__Work to be completed__: In your reply, repeat every entry exactly and skip over each picture.

__Records to use__:
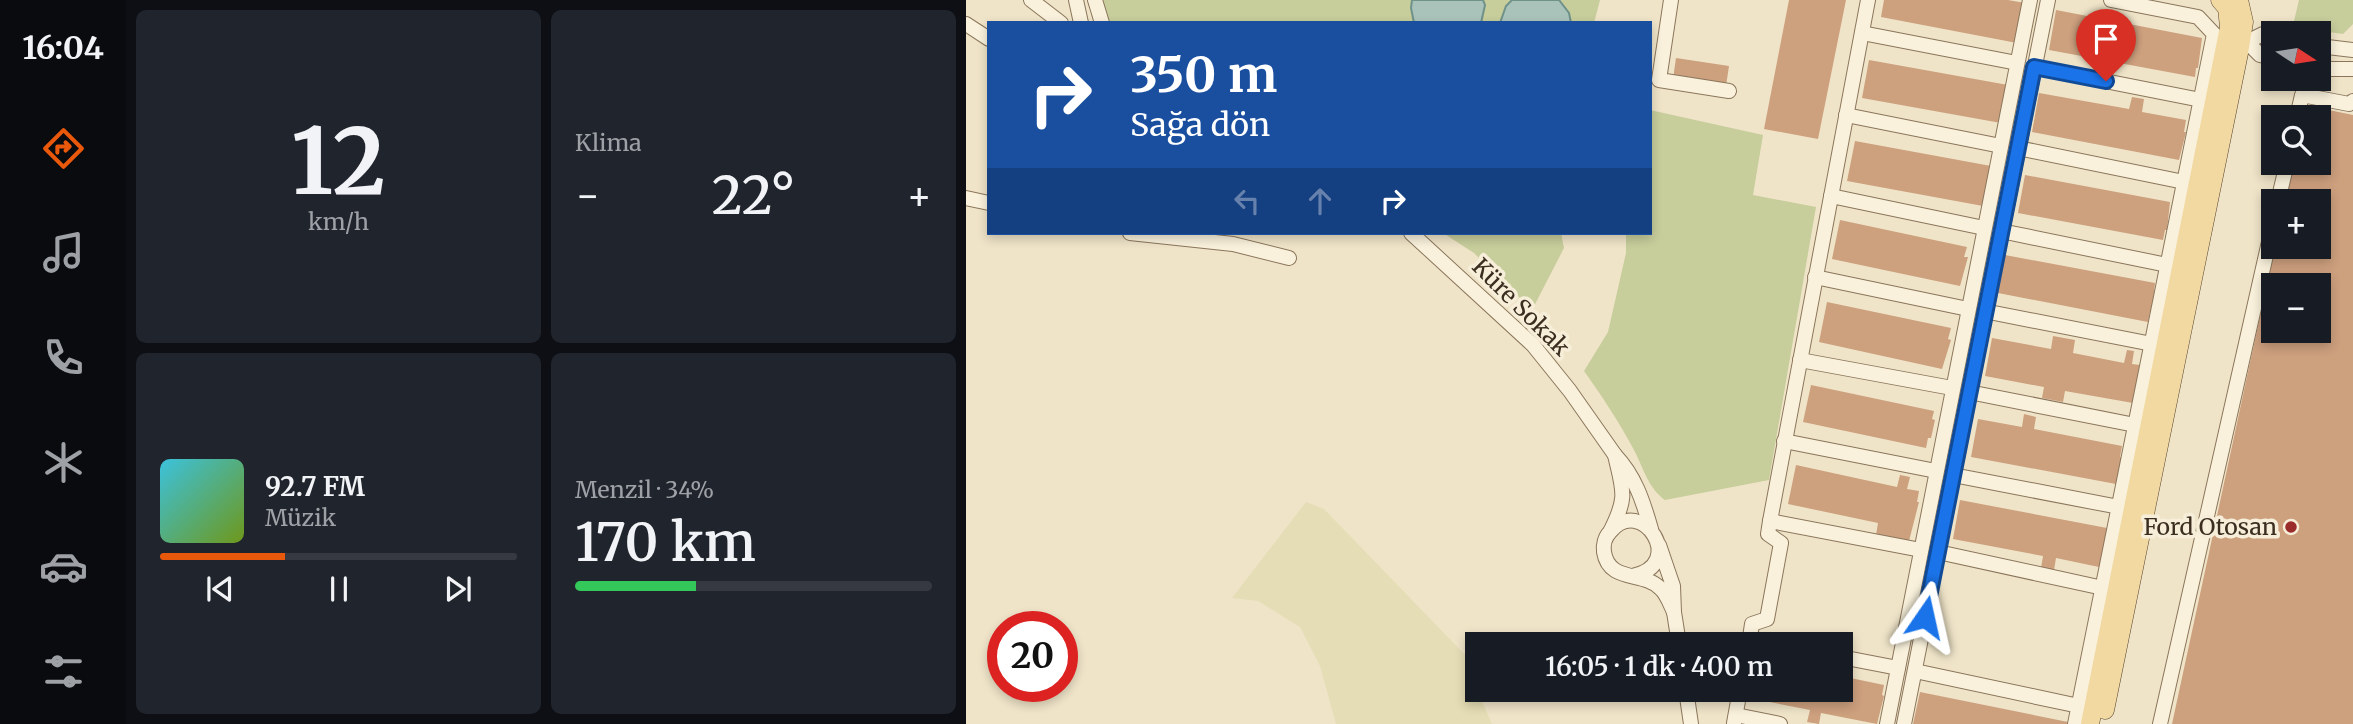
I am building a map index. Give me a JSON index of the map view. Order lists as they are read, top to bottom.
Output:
{
  "streets": {
    "street": ["Küre Sokak"]
  },
  "places": ["Ford Otosan"],
  "north": "right",
  "page": {
    "tabs": "16:04",
    "tile": [
      ["12", "km/h"],
      "Klima",
      ["Menzil · 34%", "170 km"]
    ],
    "map_buttons": ["+", "−"],
    "turn": ["350 m", "Sağa dön"],
    "heat": ["−", "22°", "+"],
    "song": ["92.7 FM", "Müzik"],
    "limit": "20",
    "trip": "16:05 · 1 dk · 400 m"
  }
}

__Solved problem__:
I am building a map index. Give me a JSON index of the map view. Order lists as they are read, top to bottom.
Output:
{
  "streets": {
    "street": ["Küre Sokak"]
  },
  "places": ["Ford Otosan"],
  "north": "right",
  "page": {
    "tabs": "16:04",
    "tile": [
      ["12", "km/h"],
      "Klima",
      ["Menzil · 34%", "170 km"]
    ],
    "map_buttons": ["+", "−"],
    "turn": ["350 m", "Sağa dön"],
    "heat": ["−", "22°", "+"],
    "song": ["92.7 FM", "Müzik"],
    "limit": "20",
    "trip": "16:05 · 1 dk · 400 m"
  }
}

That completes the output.